For instance, platform companies that match workers with tasks may increase the efficiency of labour markets, but if they spread widely and organise a sizable portion of the work, they are also likely to lead to fragmented work schedules and rising levels of part-time work without the employment-related benefits that previously characterised a large portion of employer-based full-time work. For now, it is not clear whether these digital platforms are simply introducing digital intermediaries or actually increasing the extent of gig or contract work.

Economic consequences

These platforms frequently disrupt the way economic activity is currently organised by raising entry barriers, altering the logic of value creation and value capture, engaging in regulatory arbitrage, repackaging work, or shifting the balance of power within the economy.

How is value created?

A completely new set of economic ties that rely on the Internet, technology, and data make up the platform economy. Each platform’s ecology, which determines the conditions under which users can participate, is a source of value.

Who captures the value?

There are numerous mechanisms, each of which has a different effect on how profits are distributed. While some platforms let the owner ‘tax’ all transactions, others make money from advertising. Platforms can either establish totally new categories of employment or convert duties that were previously carried out by regular employees into those carried out by contractors, consigners, or quid pro quo workers. There are also those who Gina Neff refers to as “venture labourers,” i.e., those that work for platform companies. They are paid well, and if the business succeeds, the platform’s worth will be capitalised on the stock market, creating extraordinary wealth for the firm’s entrepreneurs and direct employees. If the firm falters or fails, these individuals must find new employment.
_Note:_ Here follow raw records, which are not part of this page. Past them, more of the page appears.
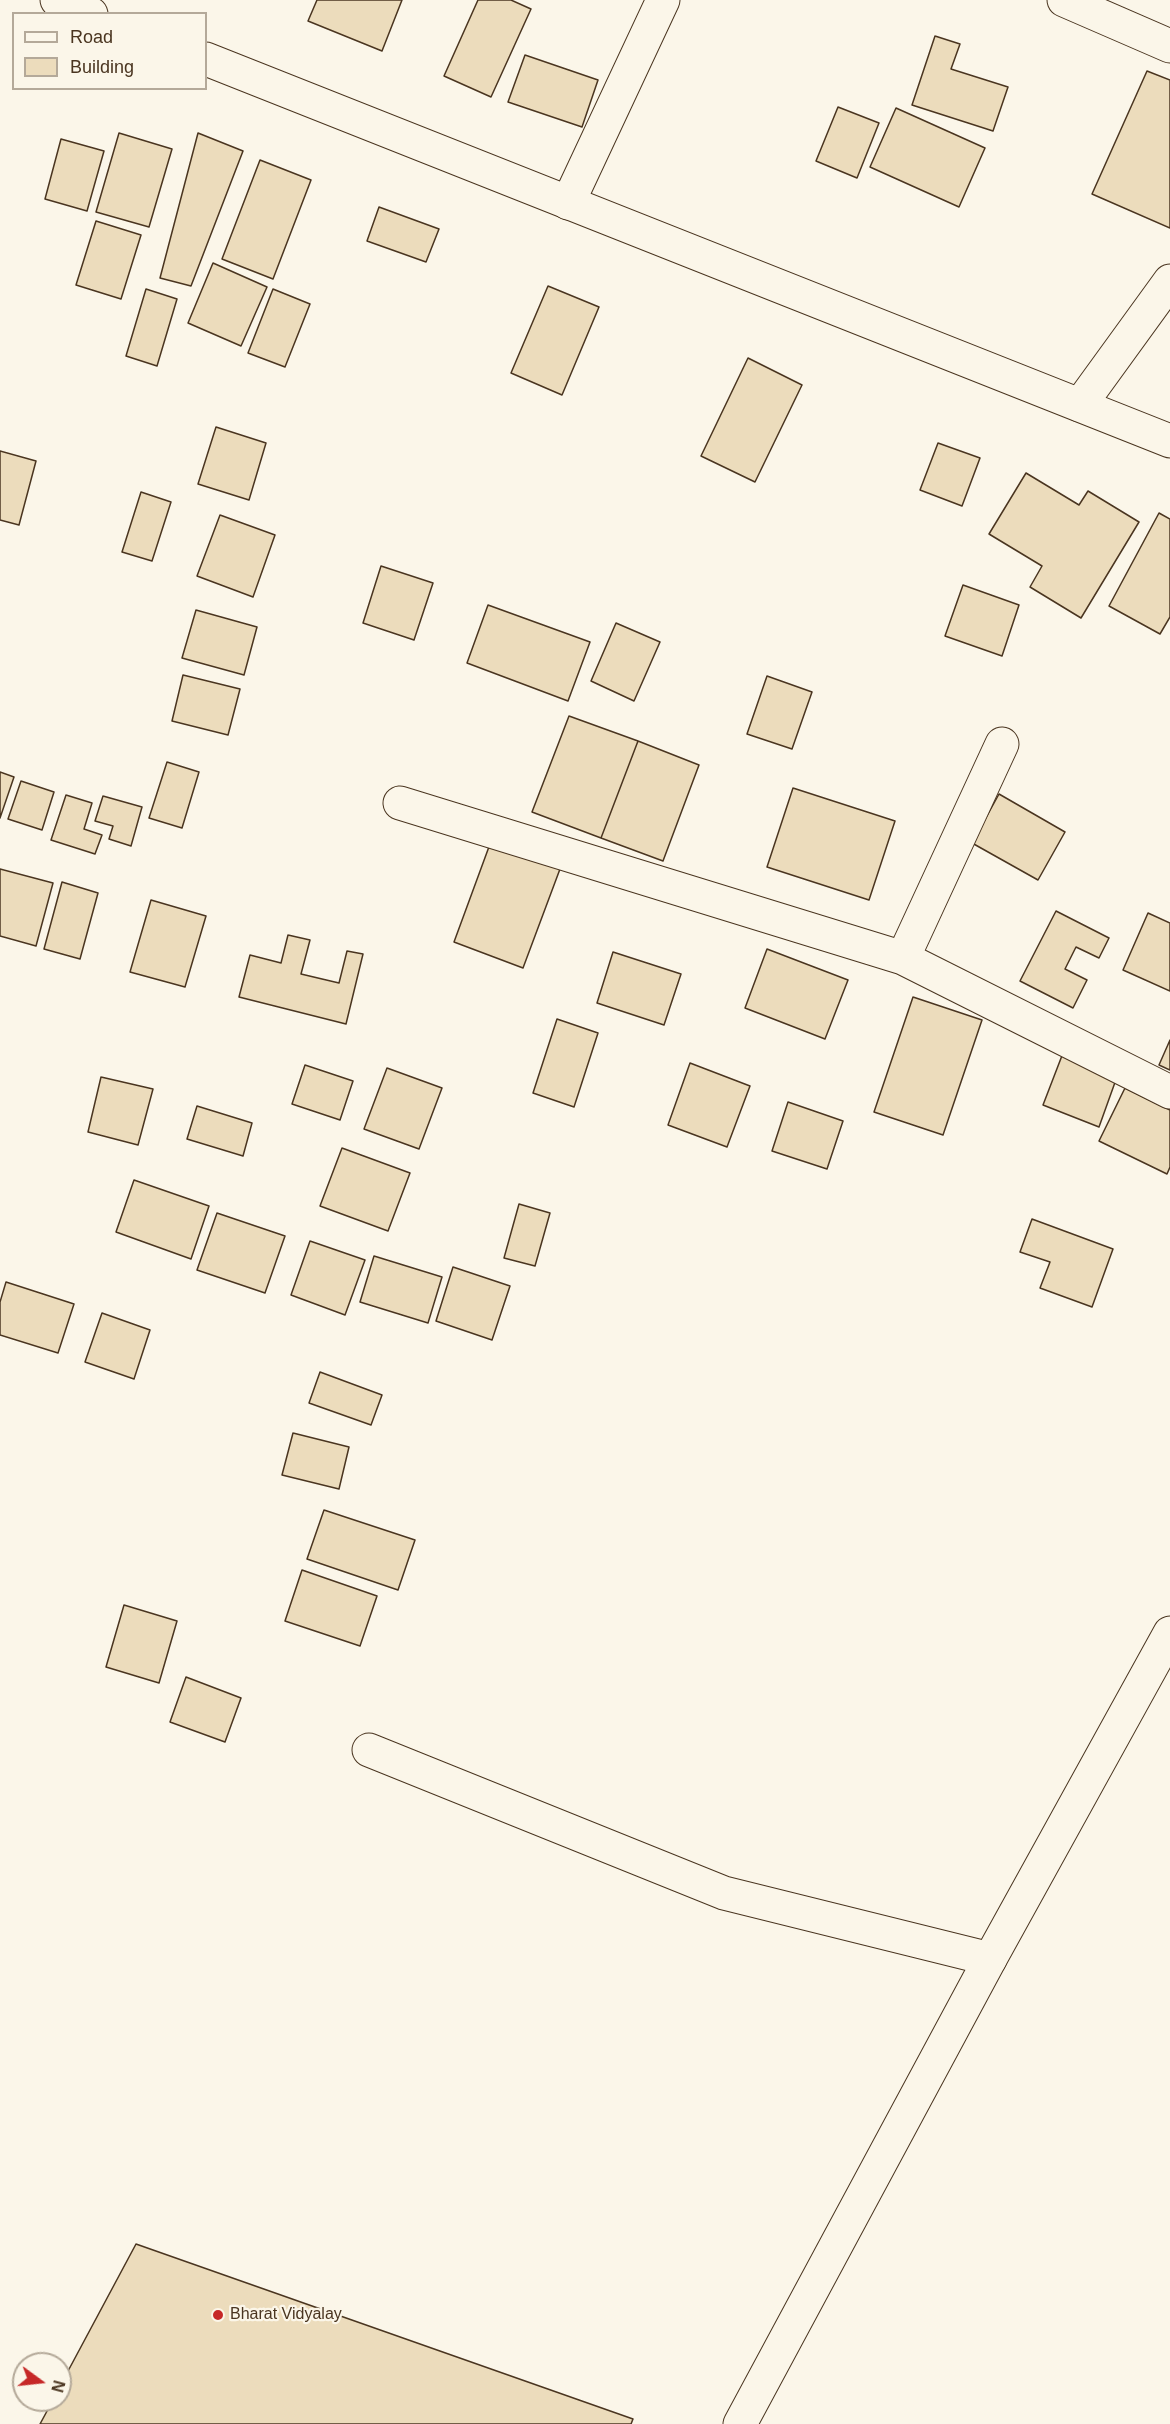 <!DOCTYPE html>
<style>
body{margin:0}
#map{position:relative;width:1170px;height:2424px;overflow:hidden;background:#fbf6e9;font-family:Helvetica,sans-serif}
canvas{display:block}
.legend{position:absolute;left:12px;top:12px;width:195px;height:78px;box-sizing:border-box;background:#fbf6e9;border:2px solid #b4a999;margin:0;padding:8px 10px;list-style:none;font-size:18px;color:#4a3520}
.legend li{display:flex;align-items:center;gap:12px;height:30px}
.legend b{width:30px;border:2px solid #b4a999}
.north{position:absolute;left:12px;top:2352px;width:60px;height:60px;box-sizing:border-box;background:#fbf6e9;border:2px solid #b4a999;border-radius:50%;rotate:105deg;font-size:16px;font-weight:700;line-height:24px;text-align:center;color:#4a3520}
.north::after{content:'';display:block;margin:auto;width:21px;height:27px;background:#c62828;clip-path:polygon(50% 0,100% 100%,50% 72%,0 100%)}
</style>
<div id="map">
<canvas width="1170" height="2424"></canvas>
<ul class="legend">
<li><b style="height:8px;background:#fbf6e9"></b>Road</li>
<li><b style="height:16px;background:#ecdcbc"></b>Building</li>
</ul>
<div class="north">N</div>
</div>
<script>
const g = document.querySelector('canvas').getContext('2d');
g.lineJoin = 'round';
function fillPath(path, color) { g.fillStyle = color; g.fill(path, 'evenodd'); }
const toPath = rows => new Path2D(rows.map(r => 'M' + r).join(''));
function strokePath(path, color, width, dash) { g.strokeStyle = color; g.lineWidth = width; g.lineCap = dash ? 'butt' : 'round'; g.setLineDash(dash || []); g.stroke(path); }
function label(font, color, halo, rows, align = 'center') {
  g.font = font + ' Helvetica,sans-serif'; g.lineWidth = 4.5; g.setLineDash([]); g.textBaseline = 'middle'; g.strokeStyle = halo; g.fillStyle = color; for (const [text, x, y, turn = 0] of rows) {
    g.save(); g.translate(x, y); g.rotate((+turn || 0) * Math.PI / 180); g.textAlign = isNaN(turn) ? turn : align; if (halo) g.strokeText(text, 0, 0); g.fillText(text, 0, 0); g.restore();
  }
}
const building = toPath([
 [317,0,402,0,382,51,308,21,317,0],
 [478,0,511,0,531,9,491,97,444,76,478,0],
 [935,36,960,44,951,69,1008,87,993,131,912,105,935,36],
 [525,55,598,80,582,127,508,102,525,55],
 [1147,71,1170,80,1170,228,1092,194,1147,71],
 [838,107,879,123,857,178,816,161,838,107],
 [896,108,985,148,959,207,870,167,896,108],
 [119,133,172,149,149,227,96,212,119,133],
 [198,133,243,151,191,286,160,278,198,133],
 [61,139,104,151,87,211,45,199,61,139],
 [260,160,311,180,273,279,222,259,260,160],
 [379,207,439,229,426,262,367,241,379,207],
 [96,221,141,235,121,299,76,285,96,221],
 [213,263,267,287,241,346,188,323,213,263],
 [548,286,599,307,562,395,511,373,548,286],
 [146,289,177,299,157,366,126,356,146,289],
 [273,289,310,304,285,367,248,353,273,289],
 [748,358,802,385,755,482,701,456,748,358],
 [216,427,266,443,249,500,198,484,216,427],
 [938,443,980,458,962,506,920,490,938,443],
 [0,451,36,461,19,525,0,520,0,451],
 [1026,473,1079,505,1088,491,1139,522,1081,618,1030,587,1042,566,989,534,1026,473],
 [141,492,171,502,152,561,122,552,141,492],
 [1159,513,1170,519,1170,617,1160,634,1109,606,1159,513],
 [220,515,275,535,253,597,197,576,220,515],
 [381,566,433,583,414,640,363,623,381,566],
 [963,585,1019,605,1002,656,945,636,963,585],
 [488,605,590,642,568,701,467,663,488,605],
 [196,610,257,627,244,675,182,658,196,610],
 [616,623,660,642,634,701,591,681,616,623],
 [183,675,240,689,228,735,172,721,183,675],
 [767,676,812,692,792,749,747,734,767,676],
 [569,716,638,741,601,838,532,812,569,716],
 [638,741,699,765,663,861,601,838,638,741],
 [167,762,199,772,182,828,149,818,167,762],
 [0,772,14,777,0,818,0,772],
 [21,781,54,792,42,830,8,819,21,781],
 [793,788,895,821,869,900,767,867,793,788],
 [999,794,1065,832,1038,880,972,843,999,794],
 [66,795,92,803,84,829,102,835,95,854,51,840,66,795],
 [103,796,142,807,131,846,109,839,113,826,95,821,103,796],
 [490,844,560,869,523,968,454,942,490,844],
 [0,869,53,883,36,946,0,936,0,869],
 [62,882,98,893,80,959,44,949,62,882],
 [151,900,206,916,185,987,130,972,151,900],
 [1056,911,1109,938,1099,958,1076,947,1065,969,1087,980,1073,1008,1020,981,1056,911],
 [1148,913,1170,923,1170,991,1123,970,1148,913],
 [288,935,310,940,301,974,339,983,347,951,363,954,346,1024,239,997,250,955,281,963,288,935],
 [767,949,848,980,825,1039,745,1008,767,949],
 [613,952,681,974,664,1025,597,1003,613,952],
 [913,997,982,1020,943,1135,874,1112,913,997],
 [557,1019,598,1033,574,1107,533,1093,557,1019],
 [1170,1040,1170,1070,1159,1065,1170,1040],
 [1063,1053,1118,1074,1099,1127,1043,1105,1063,1053],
 [690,1063,750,1086,727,1147,668,1125,690,1063],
 [305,1065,353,1081,340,1120,292,1104,305,1065],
 [387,1068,442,1088,419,1149,364,1129,387,1068],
 [101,1077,153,1089,138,1145,88,1132,101,1077],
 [1125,1088,1170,1110,1170,1167,1167,1174,1099,1141,1125,1088],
 [788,1102,843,1121,827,1169,772,1151,788,1102],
 [197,1106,252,1123,243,1156,187,1139,197,1106],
 [342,1148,410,1173,388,1231,320,1206,342,1148],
 [134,1180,209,1206,191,1259,116,1232,134,1180],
 [519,1204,550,1213,535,1266,504,1258,519,1204],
 [217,1213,285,1236,265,1293,197,1270,217,1213],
 [1032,1219,1113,1249,1092,1307,1040,1288,1050,1262,1020,1252,1032,1219],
 [310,1241,365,1260,345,1315,291,1295,310,1241],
 [374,1256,442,1277,428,1323,360,1302,374,1256],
 [453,1267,510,1286,492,1340,436,1321,453,1267],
 [6,1282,74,1304,58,1353,0,1335,0,1302,6,1282],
 [102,1313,150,1330,134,1379,85,1362,102,1313],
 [320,1372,382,1395,371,1425,309,1403,320,1372],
 [293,1433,349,1447,339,1489,282,1475,293,1433],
 [324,1510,415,1540,398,1590,307,1559,324,1510],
 [302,1570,377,1596,360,1646,285,1621,302,1570],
 [124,1605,177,1621,159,1683,106,1667,124,1605],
 [186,1677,241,1698,225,1742,170,1722,186,1677],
 [136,2244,633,2419,631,2424,40,2424,53,2400,60,2400,60,2386,136,2244]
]);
fillPath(building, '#ecdcbc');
strokePath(building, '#4a3520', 1.5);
const minor = toPath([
 [1064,0,1170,46],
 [568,203,663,0],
 [1080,405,1170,281],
 [400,803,903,958,1170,1092],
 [903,958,1002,744],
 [369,1750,724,1893,990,1959]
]);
const tertiary = toPath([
 [57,0,91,14],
 [206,59,1170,441]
]);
const secondary = toPath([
 [740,2424,990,1959,1170,1633]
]);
strokePath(minor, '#4a3520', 35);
strokePath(tertiary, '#4a3520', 35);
strokePath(secondary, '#4a3520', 35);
strokePath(minor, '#fbf6e9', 33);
strokePath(tertiary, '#fbf6e9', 33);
strokePath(secondary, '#fbf6e9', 33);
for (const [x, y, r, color] of [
 [218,2315,6,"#c62828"]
]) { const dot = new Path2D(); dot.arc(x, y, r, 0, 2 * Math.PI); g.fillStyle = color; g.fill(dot); strokePath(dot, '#fbf6e9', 2); }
label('16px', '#4a3520', '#fbf6e9', [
 ["Bharat Vidyalay",230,2315]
], 'left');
</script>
There is also a rising group of people that provide goods—typically but not always ‘virtually’—for websites like app stores, YouTube, or Amazon Self-Publishing. These people are referred to as ‘mini-entrepreneurs’ or ‘consignment employees.’ Although this phenomenon is as of yet unmeasured, it is evidently producing numerous new opportunities for entrepreneurship even though the vast majority of them are failed or just moderately lucrative.

Consignment economy participants occasionally become so big, especially in apps, that venture capitalists invest in the business and the employees turn into venture labour. Some of these applications might even develop into platforms. To put it another way, there are enormous benefits for participants in the consignment business, but there is also a considerable risk involved.